A quelques mois du centenaire de la Grande Guerre, le palmarès, dévoilé le 4 novembre, était sans (grande) surprise.  Pierre Lemaitre, écrivain du roman noir, a remporté le prix Goncourt 2013 avec « Au revoir là-haut« , longue fresque qui commence quelques jours avant la fin de la Première Guerre mondiale. Le roman, déjà un succès de librairie, s’est imposé au terme de douze tours de table des jurés.

COUV LEMAITRE

Un (long)  livre consensuel, bien mené… mais qui peine à démarrer, me semble-t-il. Moi, je l’avais  choisi parce qu’il traite d’un thème que j’aime particulièrement, à savoir la Grande guerre.

L’auteur, Pierre Lemaitre, est enseignant de littérature. La cinquantaine passée, son premier polar est édité. D’autres suivront, souvent primés.

 

 

L’histoire de « Au revoir là-haut » ? C’est celle du retour difficile à la vie civile de deux soldats. Celle de l’illusion de l’armistice. Celle surtout d’une rencontre improbable entre Edouard Péricourt, fils d’un grand-bourgeois de l’industrie et Albert Maillard, comptable. Edouard est fantasque, sacré dessinateur et homosexuel. Albert est gauche, timide, écrasé par sa mère et amoureux transi de Cécile.

Leur point commun ? Le lieutenant Henri d’Aulnay-Pradelle qui les compte tous les deux dans son régiment. A quelques jours de la signature de l’armistice, le destin des deux jeunes hommes bascule à cause du lieutenant.

Au fil des 560 pages, le lecteur plonge dans l’histoire d’une gueule cassée (Edouard qui a choisi de ne pas retourner à sa vie d’avant) et de celui qui va devenir son ami.

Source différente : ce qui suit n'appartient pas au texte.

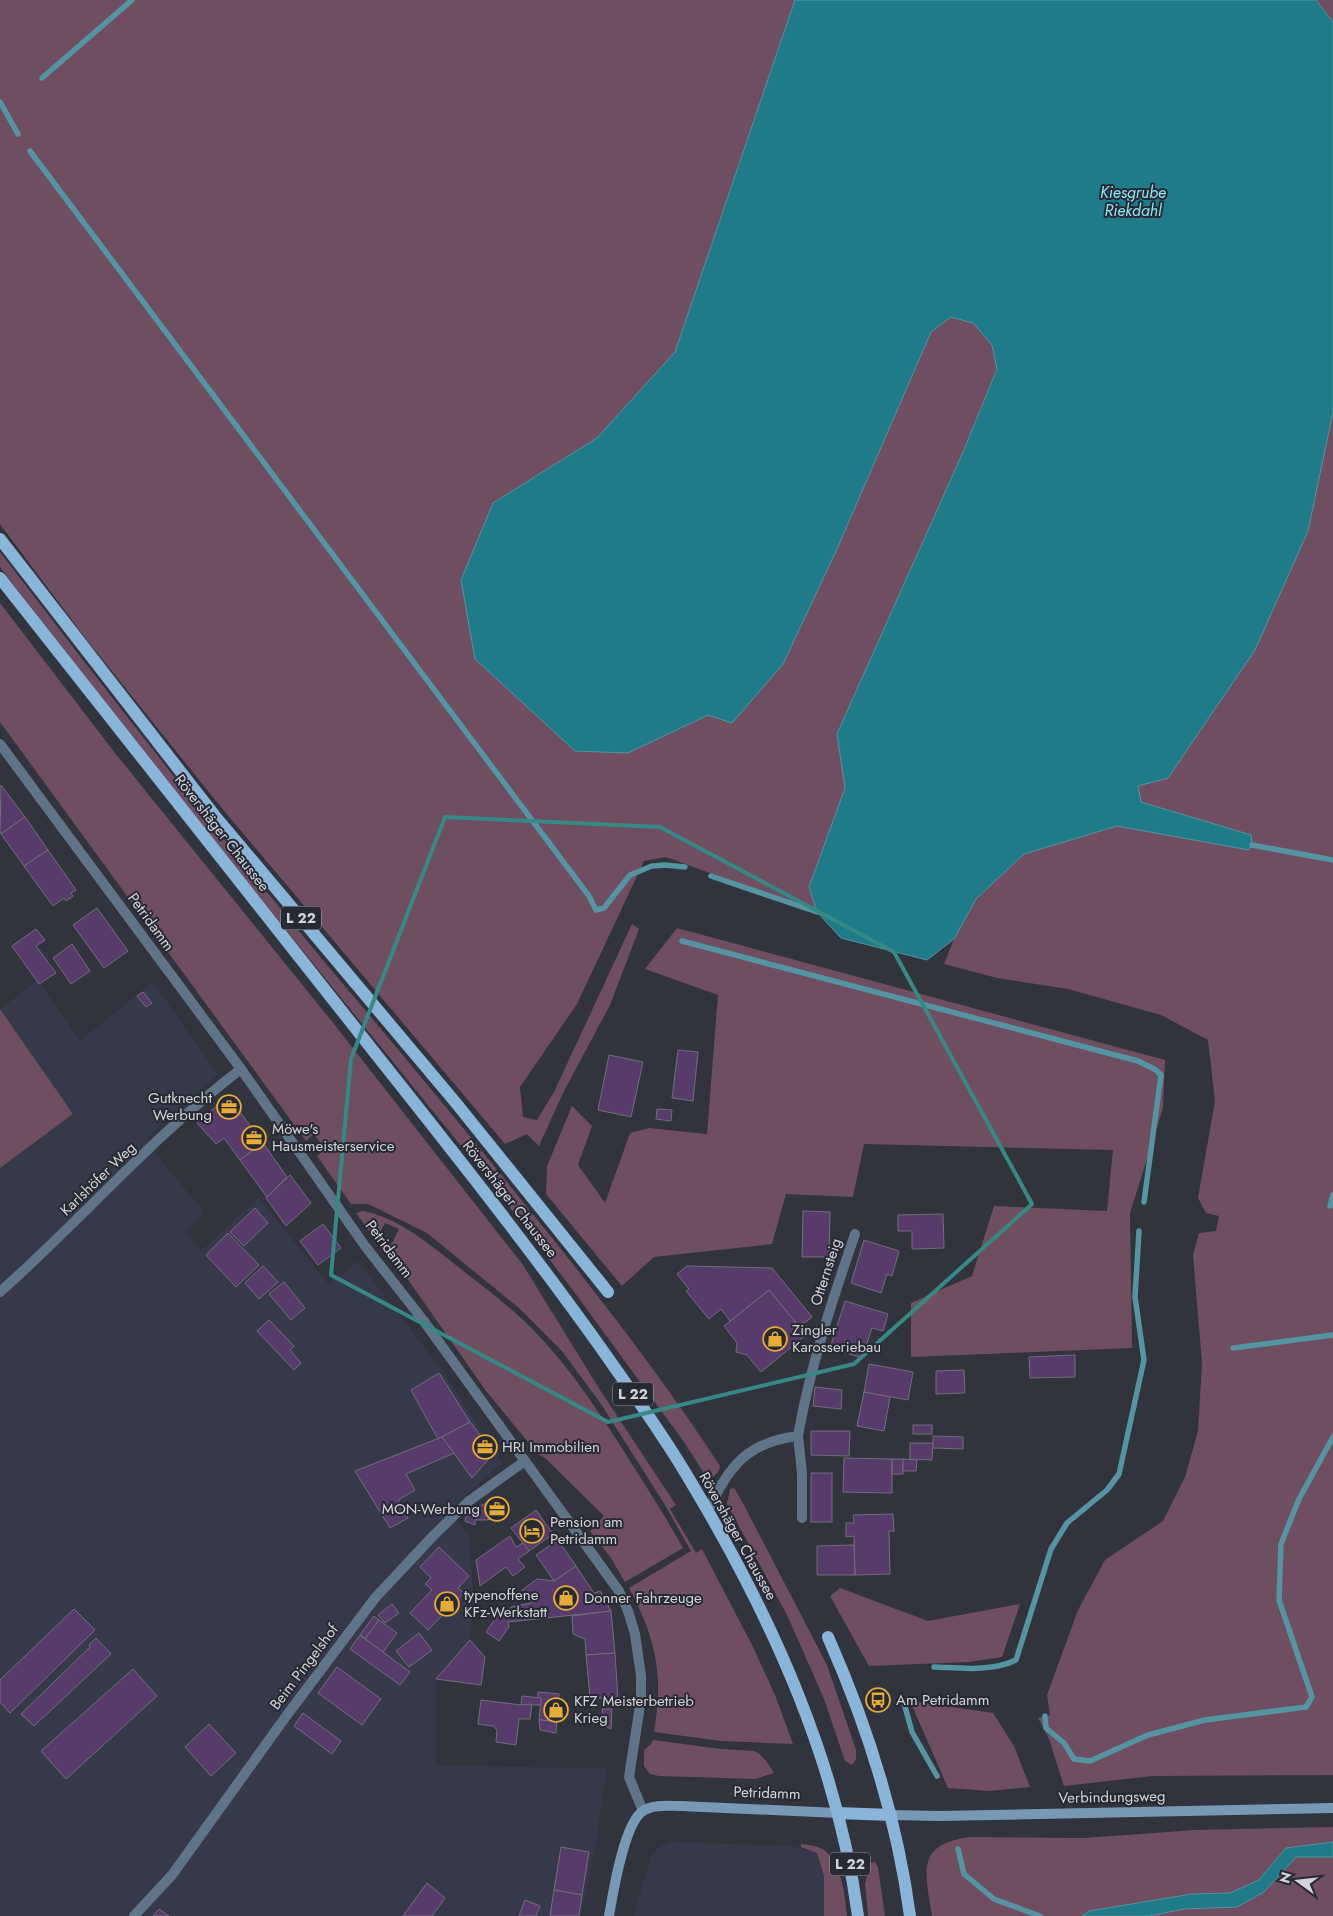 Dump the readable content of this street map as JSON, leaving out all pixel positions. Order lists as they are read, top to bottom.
{
  "streets": {
    "main road": [
      "Rövershäger Chaussee",
      "L 22",
      "Petridamm",
      "Verbindungsweg"
    ],
    "street": ["Karlshöfer Weg", "Otternsteig", "Beim Pingelshof"]
  },
  "crossings": [
    ["Rövershäger Chaussee", "Petridamm"],
    ["Petridamm", "Karlshöfer Weg"],
    ["Petridamm", "Beim Pingelshof"],
    ["Petridamm", "Verbindungsweg"]
  ],
  "water": ["Kiesgrube Riekdahl"],
  "places": {
    "office": [
      "Gutknecht Werbung",
      "Möwe's Hausmeisterservice",
      "HRI Immobilien",
      "MON-Werbung"
    ],
    "shop": [
      "Zingler Karosseriebau",
      "Donner Fahrzeuge",
      "typenoffene KFz-Werkstatt",
      "KFZ Meisterbetrieb Krieg"
    ],
    "hotel": ["Pension am Petridamm"],
    "bus stop": ["Am Petridamm"]
  },
  "north": "left"
}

Les suit dans le montage d’une arnaque scandaleuse, risquée… mais géniale tandis que d’Aulnay-Pradelle, qui a épousé Madeleine Péricourt, la soeur d‘Edouard, imagine aussi une combine des plus malhonnêtes à propos des exhumations militaires  dans les cimetières communs qu’imagine l’Etat.

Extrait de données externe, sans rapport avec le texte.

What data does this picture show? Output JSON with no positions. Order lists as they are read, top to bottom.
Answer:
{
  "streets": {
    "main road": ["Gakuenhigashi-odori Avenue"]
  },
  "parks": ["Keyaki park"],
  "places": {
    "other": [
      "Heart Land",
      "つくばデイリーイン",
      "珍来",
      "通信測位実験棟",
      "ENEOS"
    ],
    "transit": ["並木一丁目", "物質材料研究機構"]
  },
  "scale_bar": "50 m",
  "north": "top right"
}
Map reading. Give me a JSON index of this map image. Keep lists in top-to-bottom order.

Mais le pays ne plaisante pas avec ses morts…

Le tout sur fond de disparition volontaire, de conflit familial, de soif de revanche et de reconnaissance, d’opportunisme primaire dans une France qui tente de se reconstruire et de vivre avec ceux qui sont revenus des tranchées.

Extraits

Page 37 : « Le lieutenant d’Aulnay-Pradelle, homme décidé, sauvage et primitif, courait sur le champ de bataille en direction des lignes ennemies avec une détermination de taureau. C’était impressionnant, cette manière de n’avoir peur de rien. En réalité, il n’y avait pas beaucoup de courage là-dedans, moins qu’on pourrait croire. Ce n’était pas qu’il fût spécialement héroïque, mais il avait acquis très vite la conviction qu’il ne mourrait pas ici. Il en était certain, cette guerre n’était pas destinée à le tuer, mais à lui offrir des opportunités.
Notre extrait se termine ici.